Trapped in Purgatory


The Imphal Free Press
August 12 2010

It is unimaginable that even with an administration firmly in place, petrol and other essential products still remain out of reach of the ordinary citizenry. This, it will also be recalled, has been the situation for several months, in fact almost half a year now. What can anybody make of this? Not only this, not so long ago, Manipur Rifles personnel were found hoarding petrol, obviously to be sold in the black market for a huge premium. The incident was not only atrocious, but confirmed a popular suspicion that powerful vested interests within the establishment were at work, or at least were ensuring that not enough was being done to bring back normalcy. This is not a call for a witch hunt but for the authorities to pull up their socks and ensure that things are back to normal. They must control prices of essential commodities and not the least, ensure petrol and cooking gas availability at officially authorised outlets. No government can afford to throw up its hands in helplessness in the matter, definitely not for such a long period. Everybody is waiting for the day they can buy petrol from the petrol pumps at the official price, and cooking gas from official gas distribution centres and not pay 400 percent premium to get the same commodity from the black market.



The government must take very seriously the damages caused to the morale of the people by these acts of indiscretion. Let there be no doubt that the injury would not be just in the short run but have grave long term implications as well. The physical hardships and often very severe ones too, caused to the people, especially the poorer sections, must also be taken account of and made a factor in assessing the urgency of the situation. Because cooking gas has gone beyond the reach of those below the poverty line, they now have to resort to firewood and charcoal to cook, which is not only inconvenient but more expensive as well in the end. Down payment of Rs. 1200 for a gas cylinder is impossible for them and Rs. 30 a day for charcoal for cooking is easier but at the end of 45 days, which is what a cylinder of cook gas would normally last, the expenditure on charcoal would have reached Rs. 1350. The extra Rs. 150 may appear like small changes for the well heeled section of society, but not so for so many more living hand to mouth, of which class there is an ever multiplying number. In lean times, Rs. 150 can be as much as three days’ wage for the daily wage earners, or three days of meagre nutrition for their impoverished families. This is what is being denied them by the inability of the government to restore normalcy in the state.

Under the circumstance, it almost seems surreal that elsewhere in the country there are massive and passionate protests at the price rise of a few rupees of essential commodities or fuel.
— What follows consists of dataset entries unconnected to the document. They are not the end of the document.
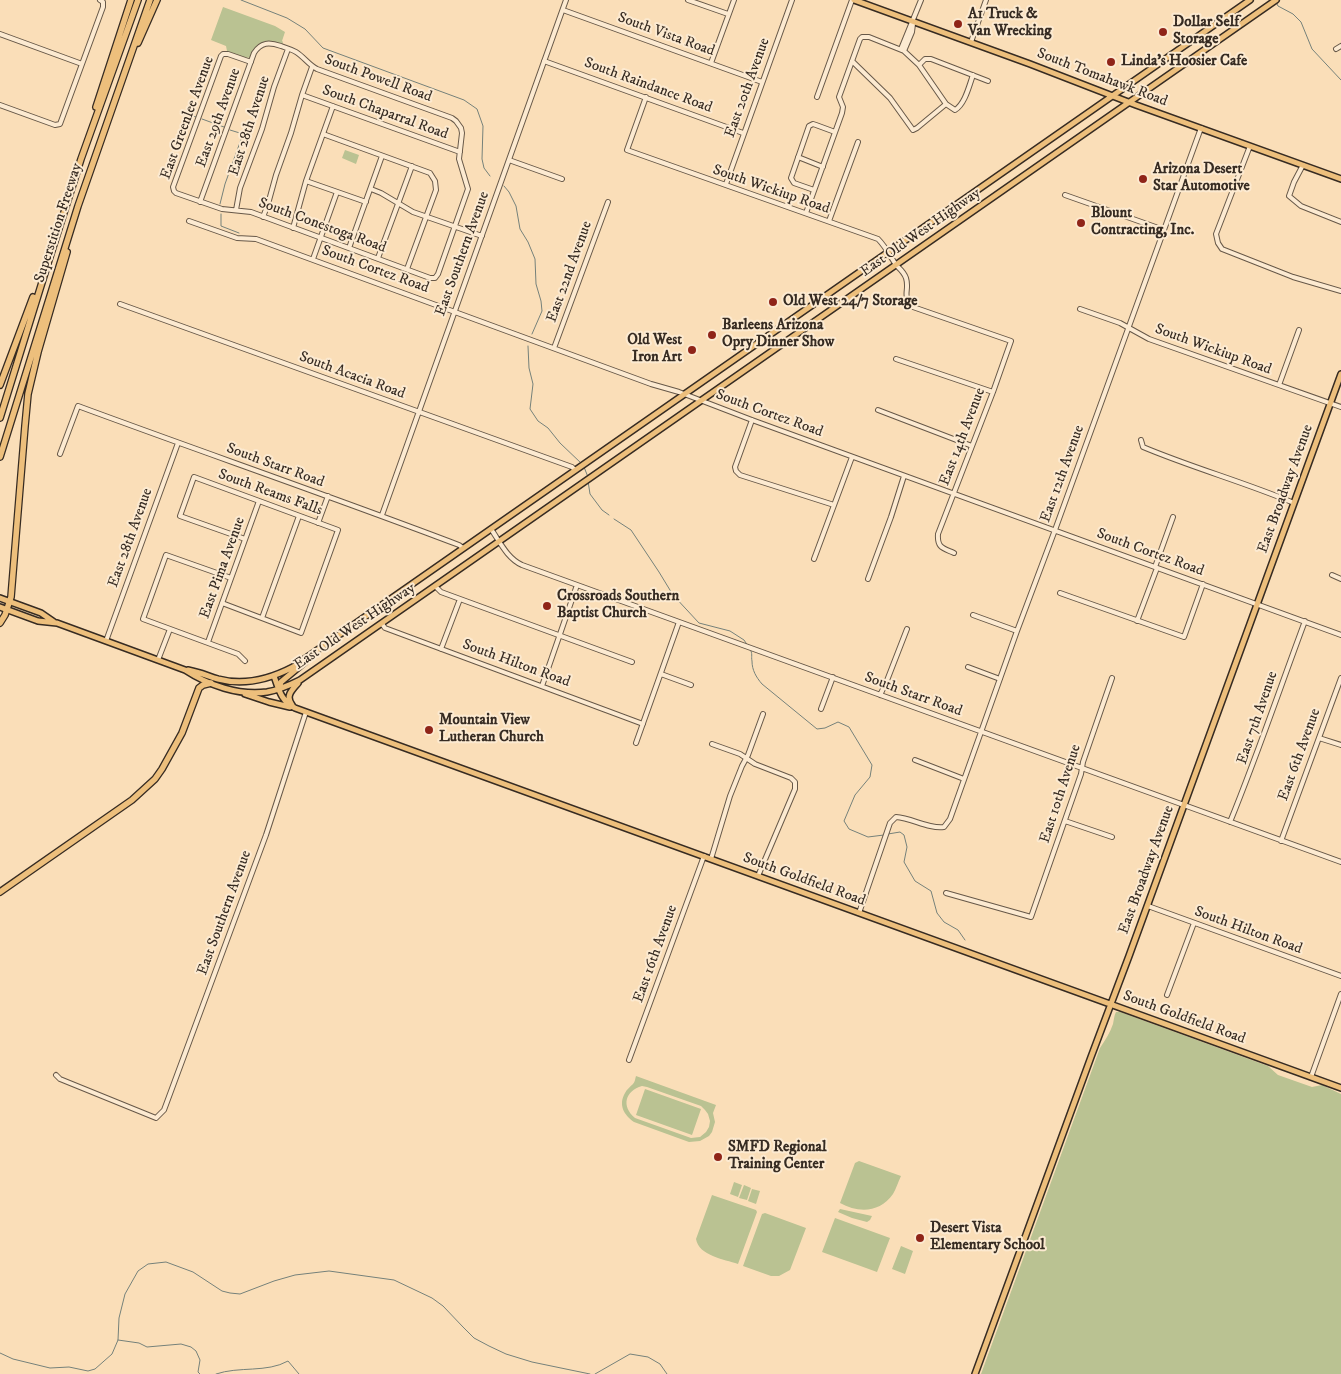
<!DOCTYPE html>
<html>
<head>
<meta charset="utf-8">
<style>
  body { margin:0 }
  canvas { display:block; background:#fadeb8 }
</style>
</head>
<body>
<canvas width="1341" height="1374"></canvas>
<script>
const c = document.querySelector('canvas').getContext('2d');
c.lineJoin = 'round';
function fill(path, color) { c.fillStyle = color; c.fill(path, 'evenodd'); }
function stroke(path, color, width, dash) { c.strokeStyle = color; c.lineWidth = width; c.lineCap = dash ? 'butt' : 'round'; c.setLineDash(dash || []); c.stroke(path); }
function write(font, color, halo, rows, align = 'center') {
  c.font = font + ' "IM FELL DW Pica",serif'; c.lineWidth = 4; c.setLineDash([]); c.textBaseline = 'middle'; c.strokeStyle = halo; c.fillStyle = color; for (const [text, x, y, turn = 0] of rows) {
    c.save(); c.translate(x, y); c.rotate((+turn || 0) * Math.PI / 180); c.textAlign = isNaN(turn) ? turn : align; if (halo) c.strokeText(text, 0, 0); c.fillText(text, 0, 0); c.restore();
  }
}
fill(new Path2D(`
  M223,7L275,26L285,32L282,41L283,42L282,45C262,37 260,42 250,58L243,57L227,51L226,46L211,40Z
  M345,150L359,155L356,164L342,158Z
  M1116,1012H1120L1268,1066L1278,1075L1312,1087L1322,1085L1341,1094V1374H981L1100,1048C1105,1040 1110,1033 1113,1024C1114,1019 1114,1016 1116,1012Z
  M636,1076L716,1105L713,1113L715,1122L712,1132L709,1136L700,1141L689,1142L634,1122C624,1115 618,1105 625,1093C627,1089 630,1087 633,1084C635,1082 635,1079 636,1076ZM642,1086L647,1087L701,1106L705,1110L708,1114L710,1121L709,1127L706,1132L700,1137L691,1138L635,1118C621,1106 625,1091 642,1086Z
  M645,1089L701,1109L692,1135L636,1115Z
  M859,1161L901,1176C898,1182 896,1189 893,1194C880,1213 858,1213 840,1203L855,1163Z
  M734,1182L742,1185L738,1197L730,1194Z
  M744,1185L751,1188L747,1200L739,1198Z
  M752,1189L760,1191L756,1204L748,1201Z
  M712,1195L756,1210L757,1212L738,1264C724,1259 699,1256 696,1239Z
  M840,1209L872,1216L870,1220L867,1222L852,1218L838,1212Z
  M765,1213L806,1228L790,1270L779,1276H771L743,1266L762,1214Z
  M835,1218L890,1238L877,1272L822,1252Z
  M901,1246L913,1251L905,1274L892,1269Z`), '#bac292');
stroke(new Path2D(`
  M241,0L287,18L305,29L323,48L464,100L477,109L483,126L482,159L484,168L490,176
  M1276,2L1278,6L1293,14L1301,22L1312,49L1341,80
  M183,113L196,117
  M202,119L224,127
  M504,186L509,192L516,206L520,229L528,242L535,259L536,284L541,301L542,311L532,334
  M220,204L225,184L243,134L230,130
  M221,214V226L239,233
  M528,346L529,368L533,384L530,409L538,421L548,428L560,443L582,464
  M584,467L588,477
  M588,481L590,494L602,510L609,515
  M614,519L631,530L659,572L673,595L699,623L730,631L744,640L748,646
  M750,649C753,654 751,656 752,661C752,670 756,677 762,684L817,729L825,728L838,722L849,727L872,765L870,777L855,795L844,821L849,829L868,837L884,835
  M888,834L900,832L904,835L907,847L904,862L915,881L931,891L937,913L944,922L958,930L965,940
  M118,1340L139,1343L147,1347L181,1344L191,1347L196,1351L200,1360L198,1372L200,1374
  M0,1353L13,1359L50,1368L69,1367L88,1371L95,1369L112,1354L118,1340L119,1318L125,1294L138,1271L148,1264L166,1262L193,1272L222,1291L230,1293L240,1294L274,1281L295,1275L329,1271L394,1280L432,1298L443,1306L463,1327L474,1338L489,1346L506,1354L532,1362L590,1374
  M216,1374C239,1366 267,1373 288,1361L299,1374
  M595,1374L630,1354L648,1357L660,1364L667,1374`), '#75817a', 1);
const minor = new Path2D(`
  M688,0L728,14
  M563,10L762,82
  M0,34L82,64
  M971,42L986,0
  M901,49L921,0
  M1336,49L1341,46
  M904,51L912,32L913,24
  M544,61L743,133
  M852,61L890,98L913,130L917,128L946,104
  M711,63L734,0
  M919,65L925,59H931L988,81
  M302,95L460,152
  M646,97L627,150L878,239C886,247 890,256 896,265C900,269 904,272 906,278C910,291 901,295 913,307L1011,341L993,392L938,534C937,548 943,548 954,553
  M817,97L852,0
  M0,105L55,125L60,124L103,7V2L100,0
  M323,134L430,173L435,181L436,190L407,269
  M1250,146L1216,234L1218,243L1222,249L1293,277L1341,291
  M798,157L823,167
  M509,160L562,179
  M1303,165L1294,182L1289,196L1301,206L1341,222
  M306,181L366,202
  M726,184L792,0
  M371,189L381,193L413,212L482,236
  M814,190L794,183L791,178L809,126L813,124L816,125L835,132
  M1065,195L1164,230
  M200,202L254,53C261,42 269,42 281,46C286,48 291,49 296,52C304,57 309,65 317,69L452,118L456,121L461,128L462,133L459,159L468,189L438,274L435,278H430L251,212L222,209L176,193L174,191L173,187L221,56L223,54H228L251,62
  M236,210L240,188L262,129L274,87L288,49
  M806,213L842,113L843,107L839,97L860,39L862,37H869L904,51L919,65L946,104L955,110C965,104 969,86 973,75
  M263,217L268,204L276,175L291,133L302,95L312,67
  M189,221L237,238L256,239L651,384L679,392L752,420L1341,635
  M829,221L858,142
  M293,228L306,181L333,106
  M349,248L382,156
  M378,258L412,166
  M313,259L337,192
  M120,304L572,467L575,470
  M1080,309L1120,323L1149,339L1341,407
  M554,348L608,202
  M896,359L993,392
  M1279,385L1299,330
  M878,410L972,446
  M752,420L735,467L736,471L740,475L834,505
  M1141,440L1143,447C1193,468 1244,482 1294,503
  M60,454L78,406C205,453 333,497 459,545L463,548
  M382,515L566,0
  M318,523L328,496
  M491,529C500,542 507,558 522,565L1341,862
  M814,559L852,457
  M1155,567L1173,517
  M1332,575L1341,579
  M231,578L166,555L143,619L238,654L245,661
  M868,579L891,517L904,476
  M436,587L441,592L632,662
  M1060,593L1184,637L1203,584
  M222,603L301,633L338,530L194,477L180,516L245,539
  M973,615L1017,631
  M262,618L299,516
  M1137,621L1157,568
  M382,624L385,628L643,724
  M106,641L178,443
  M208,642L259,501
  M441,649L460,599
  M158,660L170,629
  M968,667L1000,679
  M661,674L691,685
  M542,686L577,585
  M880,695L886,683L907,629
  M821,709L833,677
  M1319,738L1341,745
  M636,743L679,622
  M712,744L740,754L755,764L791,778L795,782V789L758,876
  M915,760L964,779
  M1065,821L1112,837
  M1230,822C1257,756 1280,688 1305,621
  M1281,841L1341,678
  M711,859L730,796L742,766L748,755L763,714
  M946,893L1031,917L1081,774L1083,762L1112,678
  M1148,906L1341,976
  M859,913L890,823L896,817C912,818 928,829 944,827L950,819L1017,631L1055,530L1201,128
  M1167,995L1194,923
  M629,1060L704,856
  M56,1075L60,1079L156,1118L164,1110L266,835L306,712
  M1311,1077L1341,994`);
const major = new Path2D(`
  M854,0L1030,64L1136,105L1341,179
  M0,598L41,613L54,622
  M0,607L38,621L57,623L185,670C208,685 239,696 267,692C279,690 290,685 300,680L1276,0
  M188,670C199,672 208,676 218,679C244,686 270,679 293,667L1250,0
  M274,676C279,690 281,701 295,708L1341,1088
  M279,689L281,682L305,662
  M245,694L269,702L290,707
  M292,705C285,696 292,690 298,683
  M975,1374L1091,1057L1129,956L1341,374`);
const highway = new Path2D(`
  M138,43L157,0
  M96,107L131,0
  M0,385L33,297
  M0,418L48,263L81,159L138,0
  M0,457L78,206L150,0
  M0,623L5,615L11,597L25,426L28,394L38,352L67,252
  M0,892L132,800L155,779L162,769L182,733L199,688L203,685L211,683`);
stroke(minor, '#675848', 6);
stroke(major, '#362b22', 8);
stroke(highway, '#362b22', 8);
stroke(minor, '#fcead1', 4);
stroke(major, '#edbf7c', 5);
stroke(highway, '#edbf7c', 5.5);
for (const [x, y, r, color] of [
  [958,24,5,"#8f2418"],
  [1163,32,5,"#8f2418"],
  [1111,62,5,"#8f2418"],
  [1143,179,5,"#8f2418"],
  [1081,223,5,"#8f2418"],
  [773,302,5,"#8f2418"],
  [712,335,5,"#8f2418"],
  [692,350,5,"#8f2418"],
  [547,606,5,"#8f2418"],
  [429,730,5,"#8f2418"],
  [718,1157,5,"#8f2418"],
  [920,1238,5,"#8f2418"]
]) { const dot = new Path2D(); dot.arc(x, y, r, 0, 2 * Math.PI); c.fillStyle = color; c.fill(dot); stroke(dot, '#fcead1', 2); }
write('bold 15px', '#362b22', '#fcead1', [
  ["A1 Truck &",968,15],
  ["Van Wrecking",968,32],
  ["Dollar Self",1173,23],
  ["Storage",1173,40],
  ["Linda's Hoosier Cafe",1121,62],
  ["Arizona Desert",1153,170],
  ["Star Automotive",1153,187],
  ["Blount",1091,214],
  ["Contracting, Inc.",1091,231],
  ["Old West 24/7 Storage",783,302],
  ["Barleens Arizona",722,326],
  ["Opry Dinner Show",722,343],
  ["Old West",682,341,"right"],
  ["Iron Art",682,358,"right"],
  ["Crossroads Southern",557,597],
  ["Baptist Church",557,614],
  ["Mountain View",439,721],
  ["Lutheran Church",439,738],
  ["SMFD Regional",728,1148],
  ["Training Center",728,1165],
  ["Desert Vista",930,1229],
  ["Elementary School",930,1246]
], 'left');
write('15px', '#362b22', '#fcead1', [
  ["South Vista Road",666,35,20],
  ["South Tomahawk Road",1102,78,21],
  ["South Powell Road",378,79,20],
  ["South Raindance Road",648,86,20],
  ["East 20th Avenue",748,88,-70],
  ["South Chaparral Road",385,113,20],
  ["East Greenlee Avenue",188,118,-70],
  ["East 29th Avenue",219,118,-70],
  ["East 28th Avenue",250,126,-72],
  ["South Wickiup Road",771,190,19],
  ["Superstition Freeway",59,223,-72],
  ["South Conestoga Road",322,226,20],
  ["East Old West Highway",921,233,-35],
  ["East Southern Avenue",463,254,-70],
  ["South Cortez Road",375,270,20],
  ["East 22nd Avenue",570,272,-70],
  ["South Wickiup Road",1213,350,20],
  ["South Acacia Road",352,376,20],
  ["South Cortez Road",769,414,20],
  ["East 14th Avenue",963,437,-69],
  ["South Starr Road",275,466,20],
  ["East 12th Avenue",1063,474,-70],
  ["East Broadway Avenue",1286,489,-70],
  ["South Reams Falls",270,493,20],
  ["East 28th Avenue",131,538,-70],
  ["South Cortez Road",1150,553,20],
  ["East Pima Avenue",223,568,-70],
  ["East Old West Highway",355,627,-34],
  ["South Hilton Road",516,664,20],
  ["South Starr Road",913,695,20],
  ["East 7th Avenue",1258,718,-71],
  ["East 6th Avenue",1300,755,-70],
  ["East 10th Avenue",1061,794,-72],
  ["East Broadway Avenue",1147,870,-70],
  ["South Goldfield Road",804,880,20],
  ["East Southern Avenue",225,913,-70],
  ["South Hilton Road",1248,931,20],
  ["East 16th Avenue",656,954,-70],
  ["South Goldfield Road",1184,1018,20]
]);
</script>
</body>
</html>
When the price regulatory mechanism has so thoroughly gone wrong for so long in the state, the people have come to believe even abnormal surges of prices are nothing to complain about in what can only be described as fatalistic surrenders. Because the administration has allowed such problems, even the eminently avoidable ones, to fester and become chronic, the people have come to be overwhelmed by what they now intuitively believe are macro issues of the political economy beyond anybody’s control, not even the government. They thus have lost the sense of agency in shaping their own welfare and future. This loss of agency, social scientist would vouch can spell doom generations and even the entire history of a people to impotency. In the words of Chief Seattle, in his famous reply to the Great White Chief in Washington, when the latter informed him his land would be taken over by the government and in its stead, he and his people would be given a reservation, such loss of agency and a sense of purpose in life, would be the end of living and the beginning of existence. Life in Manipur today, let everybody be reminded, is very close to this description of existence. Breaking this ennui is no longer an everyday act of living as it should be, but something needing extraordinary effort, such as in a revolution. Perhaps, the innate moral legitimacy of violence and violent protests that Manipur has become so accustomed to today, can be traced to this outlook. Palestinian poet Mahmoud Darwish could not have described this any better: “Here on the slopes of hills, facing the dusk and the cannon of time / Close to the gardens of broken shadows, / We do what prisoners do, / And what the jobless do: / We cultivate hope.” In a skewed way, violence thus has been allowed to become the hope for breaking this ennui.